◆ Work task:
The result should be every line in the material below containing the string "Varkizas".

══════════════════════════════

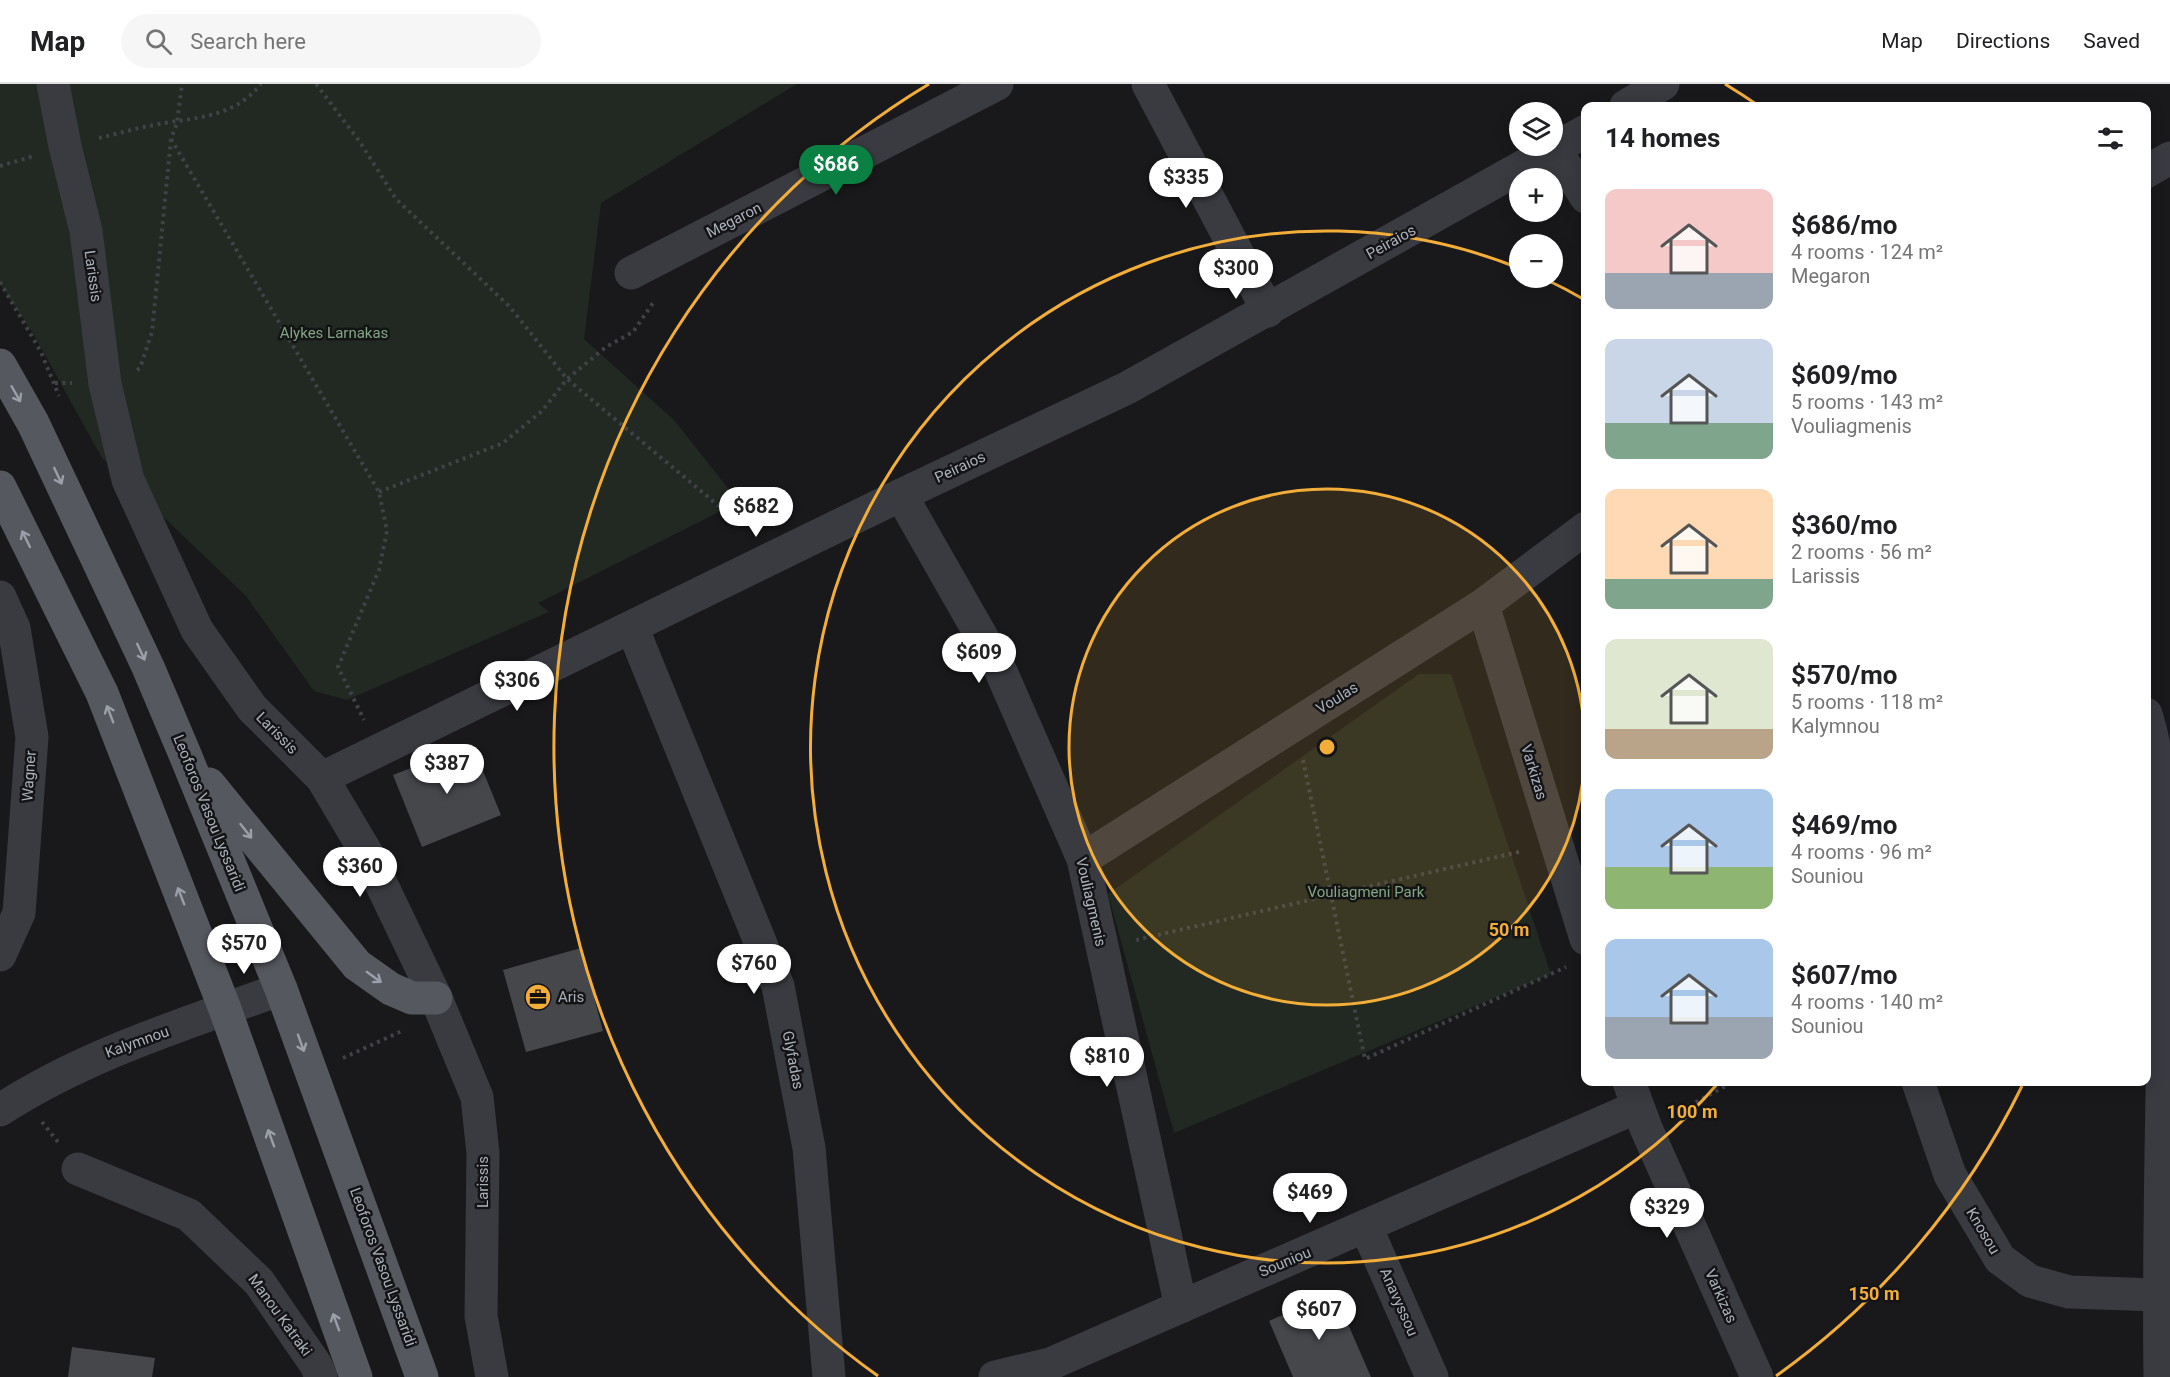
<!DOCTYPE html>
<html lang="en">
<head>
<meta charset="utf-8">
<style>
	body { margin:0; font-family:Roboto,sans-serif; background:#f6f6f6; color:#202124; height:100vh; display:flex; flex-direction:column; font-size:22px; white-space:nowrap }
	* { box-sizing:border-box; margin:0 }
	p { font-size:20px; color:#757577 }
	.icon { flex:none; width:33px; height:33px; fill:none; stroke:currentColor; stroke-width:2; stroke-linecap:round; stroke-linejoin:round }
	.map { position:relative; flex:1; overflow:hidden }
	.sheet { position:absolute; left:1581px; top:18px; width:570px; height:984px; display:flex; flex-direction:column; background:#fff; border-radius:12px; box-shadow:0 3px 15px #0003 }
	.sheet>* { flex:none }
	.controls { position:absolute; left:1509px; top:18px; display:grid; gap:12px }
	.controls a { display:grid; place-items:center; width:54px; height:54px; border-radius:50%; background:#fff; box-shadow:0 3px 15px #0003; font-size:30px }
	.price { position:absolute; translate:-50% -51px; padding:0 14px; border-radius:21px; background:#fff; color:#222; font-size:20px; line-height:39px; filter:drop-shadow(0 2px 3px #0008) }
	.price::after { content:''; position:absolute; left:50%; top:36px; width:18px; height:14px; margin-left:-9px; background:inherit; clip-path:polygon(0 0,100% 0,50% 100%) }
	.price.selected { background:#0b8043; color:#fff }
	ul { padding:0; list-style:none }
	li { display:flex; align-items:center; gap:18px; height:150px; padding:0 24px }
	li span { display:grid; place-items:center; flex:none; width:168px; height:120px; border-radius:12px; color:#555 }
	li>.icon { margin-inline-start:auto }
	span .icon { width:72px; height:72px; fill:#fffc; stroke-width:1 }
	li b { font-size:26px }
	h2 { display:flex; justify-content:space-between; align-items:center; height:72px; padding:0 24px; font-size:26px }
	header { display:flex; align-items:center; gap:36px; box-sizing:border-box; height:84px; padding:0 30px; background:#fff; border-bottom:2px solid #e0e0e0 }
	header strong { font-size:28px }
	nav { display:flex; gap:33px; margin-inline-start:auto; font-size:21px }
	.search { width:420px; height:54px; background:#f6f6f6; display:flex; align-items:center; gap:15px; box-sizing:border-box; padding:0 21px; border-radius:33px; color:#757577; font-size:22px }
	.map>svg:first-child { display:block }
	.green { fill:#212922 }
	.building { fill:#45474b }
	.lines { fill:none; stroke-linecap:round; stroke-linejoin:round }
	.path { stroke:#404247; stroke-width:4; stroke-dasharray:3 4.5; stroke-linecap:butt }
	.minor { stroke:#3a3b40; stroke-width:33 }
	.tertiary { stroke:#3a3b40; stroke-width:33 }
	.primary { stroke:#56585f; stroke-width:33 }
	.oneway { stroke:#9a9fa9 }
	.ring { fill:none; stroke:#f3ae39; stroke-width:3 }
	.labels { text-anchor:middle; dominant-baseline:central; stroke-width:5; stroke-linejoin:round; paint-order:stroke }
	.street-label { font-size:15px; fill:#abb1bb; stroke:#141416 }
	.park-label { font-size:15px; fill:#82a683; stroke:#141416 }
	.poi-label { font-size:15px; fill:#abb1bb; stroke:#141416; text-anchor:start }
	.centre { fill:#f3ae39; stroke:#141416; stroke-width:3 }
	.ring-label { font-size:18px; text-anchor:middle; font-weight:bold; fill:#f3ae39; stroke:#141416; stroke-width:5; stroke-linejoin:round; paint-order:stroke }
</style>
</head>
<body>
<header>
<strong>Map</strong>
<div class="search"><svg class="icon" aria-label="search" viewBox="0 0 24 24"><circle cx="10" cy="10" r="6"/><path d="M15 15l6 6"/></svg>Search here</div>
<nav><a>Map</a><a>Directions</a><a>Saved</a></nav>
</header>
<div class="map">
<svg width="2170" height="1293" viewBox="0 0 2170 1293">
	<rect width="100%" height="100%" fill="#19191b"/>
	<g class="green">
		<polygon points="0,0 797,0 601,119 584,255 674,336 739,418 538,519 549,528 347,616 314,607 246,512 102,374 34,251 0,200"/>
		<polygon points="1419,590 1451,590 1551,890 1174,1049 1108,810"/>
	</g>
	<g class="building">
		<polygon points="472,660 501,731 422,763 393,691"/>
		<polygon points="581,864 603,947 526,968 503,886"/>
		<polygon points="1334,1208 1371,1293 1293,1293 1269,1237"/>
		<polygon points="72,1263 155,1274 152,1293 68,1293"/>
	</g>
	<g class="lines">
		<g class="path">
			<polyline points="316,0 360,58 396,115 510,223 567,295 738,438"/>
			<path d="M99,54C117,50 136,44 154,41C194,33 233,35 261,0"/>
			<polyline points="171,55 379,408 387,447 379,486 338,583 364,636"/>
			<polyline points="0,82 34,72"/>
			<polyline points="0,198 41,268 59,312"/>
			<polyline points="137,286 140,284 152,248 171,55 177,39 182,0"/>
			<polyline points="55,299 72,299"/>
			<polyline points="379,408 503,359 542,327 567,295 606,263 633,248 655,216"/>
			<polyline points="1303,676 1365,975 1566,883"/>
			<polyline points="1136,856 1523,767"/>
			<polyline points="343,974 402,947"/>
			<polyline points="1676,1029 1733,998"/>
			<polyline points="42,1038 58,1058"/>
		</g>
		<g class="minor">
			<polyline points="53,0 65,62 86,147 105,300 128,396 197,546 252,624 322,694 366,768 436,914 477,1013 483,1069 481,1232 492,1293"/>
			<polyline points="1148,0 1268,227"/>
			<polyline points="1626,22 1663,0"/>
			<polyline points="1555,66 1586,113"/>
			<polyline points="2146,88 2170,74"/>
			<polyline points="631,189 997,0"/>
			<polyline points="901,411 999,583 1083,775 1181,1223"/>
			<polyline points="0,513 14,544 32,653 19,829 0,871"/>
			<polyline points="1483,521 1586,855"/>
			<polyline points="632,543 778,902 809,1064 829,1293"/>
			<path d="M2146,630C2170,707 2166,818 2164,901C2162,1032 2158,1162 2160,1293"/>
			<polyline points="322,694 901,411 1127,304 1586,47"/>
			<polyline points="1083,775 1483,521 1586,444"/>
			<polyline points="1629,998 1646,1044 1757,1293"/>
			<polyline points="1918,998 1950,1091 2000,1175 2030,1197 2069,1208 2159,1211"/>
			<polyline points="78,1085 189,1131 259,1198 316,1281 321,1293"/>
			<polyline points="1366,1143 1432,1293"/>
			<polyline points="995,1293 1050,1280 1637,1023"/>
		</g>
		<path class="tertiary" d="M0,1026C86,970 185,940 281,905"/>
		<g class="primary">
			<polyline points="0,281 33,339 148,583 184,668 281,905 422,1293"/>
			<polyline points="0,403 102,609 225,925 356,1293"/>
			<polyline points="209,700 357,881 391,905 412,914 436,914"/>
		</g>
	</g>
	<defs><path id="oneway-shaft" d="M-6 0H5M1.5-3L5.5 0L1.5 3" fill="none" stroke-width="1.6" stroke-linecap="round" stroke-linejoin="round" transform="scale(1.5)"/></defs>
	<g class="oneway">
		<use href="#oneway-shaft" transform="translate(16 310) rotate(60)"/>
		<use href="#oneway-shaft" transform="translate(58 392) rotate(65)"/>
		<use href="#oneway-shaft" transform="translate(26 455) rotate(-116)"/>
		<use href="#oneway-shaft" transform="translate(141 568) rotate(65)"/>
		<use href="#oneway-shaft" transform="translate(110 630) rotate(-111)"/>
		<use href="#oneway-shaft" transform="translate(246 747) rotate(52)"/>
		<use href="#oneway-shaft" transform="translate(181 812) rotate(-111)"/>
		<use href="#oneway-shaft" transform="translate(374 893) rotate(36)"/>
		<use href="#oneway-shaft" transform="translate(301 959) rotate(70)"/>
		<use href="#oneway-shaft" transform="translate(271 1054) rotate(-110)"/>
		<use href="#oneway-shaft" transform="translate(336 1238) rotate(-110)"/>
	</g>
	<circle cx="1327" cy="663" r="258" fill="#f3ae39" fill-opacity=".12"/>
	<g class="ring">
		<circle cx="1327" cy="663" r="258"/>
		<path d="M1719 998A516 516 0 1 1 1516 183M1545 195A516 516 0 0 1 1585 216"/>
		<path d="M2022 1002A773 773 0 0 1 1776 1292M878 1292A773 773 0 0 1 929 0M1725 0A773 773 0 0 1 1759 22"/>
	</g>
	<defs>
		<symbol id="office-disc" viewBox="-11 -11 22 22"><circle r="9.5" fill="#f3ae39" stroke="#141416"/><path d="M-6-3h4V-5.5h4V-3h4V5H-6ZM-1-4.5V-3h2v-1.5ZM-6 0V1H6V0Z" fill="#111"/></symbol>
	</defs>
	<g fill-rule="evenodd">
		<use href="#office-disc" x="523" y="898" width="30" height="30"/>
	</g>
	<g class="labels">
		<g class="street-label">
			<text transform="translate(734 136) rotate(-27)">Megaron</text>
			<text transform="translate(1391 158) rotate(-29)">Peiraios</text>
			<text transform="translate(93 192) rotate(82)">Larissis</text>
			<text transform="translate(960 383) rotate(-25)">Peiraios</text>
			<text transform="translate(1337 614) rotate(-32)">Voulas</text>
			<text transform="translate(277 649) rotate(45)">Larissis</text>
			<text transform="translate(1534 688) rotate(73)">Varkizas</text>
			<text transform="translate(29 692) rotate(-86)">Wagner</text>
			<text transform="translate(209 729) rotate(68)">Leoforos Vasou Lyssaridi</text>
			<text transform="translate(1091 818) rotate(77)">Vouliagmenis</text>
			<text transform="translate(137 958) rotate(-20)">Kalymnou</text>
			<text transform="translate(793 976) rotate(79)">Glyfadas</text>
			<text transform="translate(483 1098) rotate(-90)">Larissis</text>
			<text transform="translate(1983 1147) rotate(59)">Knosou</text>
			<text transform="translate(1285 1178) rotate(-23)">Souniou</text>
			<text transform="translate(383 1183) rotate(70)">Leoforos Vasou Lyssaridi</text>
			<text transform="translate(1721 1212) rotate(66)">Varkizas</text>
			<text transform="translate(1399 1218) rotate(66)">Anavyssou</text>
			<text transform="translate(280 1231) rotate(54)">Manou Katraki</text>
		</g>
		<g class="park-label">
			<text x="334" y="249">Alykes Larnakas</text>
			<text x="1366" y="808">Vouliagmeni Park</text>
		</g>
		<g class="poi-label">
			<text x="558" y="913">Aris</text>
		</g>
	</g>
	<circle cx="1327" cy="663" r="9" class="centre"/>
	<g class="ring-label">
		<text x="1509" y="852">50 m</text>
		<text x="1692" y="1034">100 m</text>
		<text x="1874" y="1216">150 m</text>
	</g>
</svg>
<div class="controls">
<a><svg class="icon" aria-label="layers" viewBox="0 0 24 24"><path d="M12 4l9 5-9 5-9-5zM3 14l9 5 9-5"/></svg></a>
<a>+</a>
<a>−</a>
</div>
<b class="price selected" style="left:836px;top:112px">$686</b>
<b class="price" style="left:1186px;top:125px">$335</b>
<b class="price" style="left:1236px;top:216px">$300</b>
<b class="price" style="left:756px;top:454px">$682</b>
<b class="price" style="left:979px;top:600px">$609</b>
<b class="price" style="left:517px;top:628px">$306</b>
<b class="price" style="left:447px;top:711px">$387</b>
<b class="price" style="left:360px;top:814px">$360</b>
<b class="price" style="left:244px;top:891px">$570</b>
<b class="price" style="left:754px;top:911px">$760</b>
<b class="price" style="left:1107px;top:1004px">$810</b>
<b class="price" style="left:1310px;top:1140px">$469</b>
<b class="price" style="left:1667px;top:1155px">$329</b>
<b class="price" style="left:1319px;top:1257px">$607</b>
<section class="sheet">
<h2>14 homes<svg class="icon" aria-label="filters" viewBox="0 0 24 24"><path d="M4 7h16M4 17h16"/><circle cx="9" cy="7" r="2"/><circle cx="15" cy="17" r="2"/></svg></h2>
<ul>
<li><span style="background:linear-gradient(#f6c9c9 70%,#9aa5b1 0)"><svg class="icon" aria-label="home" viewBox="0 0 24 24"><path d="M3 11l9-7 9 7M6 9v11h12V9"/></svg></span><div><b>$686/mo</b><p>4 rooms · 124 m²</p><p>Megaron</p></div></li>
<li><span style="background:linear-gradient(#c9d6e8 70%,#7fa58c 0)"><svg class="icon" aria-label="home" viewBox="0 0 24 24"><path d="M3 11l9-7 9 7M6 9v11h12V9"/></svg></span><div><b>$609/mo</b><p>5 rooms · 143 m²</p><p>Vouliagmenis</p></div></li>
<li><span style="background:linear-gradient(#ffd9b3 75%,#7fa58c 0)"><svg class="icon" aria-label="home" viewBox="0 0 24 24"><path d="M3 11l9-7 9 7M6 9v11h12V9"/></svg></span><div><b>$360/mo</b><p>2 rooms · 56 m²</p><p>Larissis</p></div></li>
<li><span style="background:linear-gradient(#dfe7d0 75%,#b9a48a 0)"><svg class="icon" aria-label="home" viewBox="0 0 24 24"><path d="M3 11l9-7 9 7M6 9v11h12V9"/></svg></span><div><b>$570/mo</b><p>5 rooms · 118 m²</p><p>Kalymnou</p></div></li>
<li><span style="background:linear-gradient(#a9c7e8 65%,#8fb573 0)"><svg class="icon" aria-label="home" viewBox="0 0 24 24"><path d="M3 11l9-7 9 7M6 9v11h12V9"/></svg></span><div><b>$469/mo</b><p>4 rooms · 96 m²</p><p>Souniou</p></div></li>
<li><span style="background:linear-gradient(#a9c7e8 65%,#9aa5b1 0)"><svg class="icon" aria-label="home" viewBox="0 0 24 24"><path d="M3 11l9-7 9 7M6 9v11h12V9"/></svg></span><div><b>$607/mo</b><p>4 rooms · 140 m²</p><p>Souniou</p></div></li>
</ul>
</section>
</div>
</body>
</html>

══════════════════════════════

◆ Exercise answer:
			<text transform="translate(1534 688) rotate(73)">Varkizas</text>
			<text transform="translate(1721 1212) rotate(66)">Varkizas</text>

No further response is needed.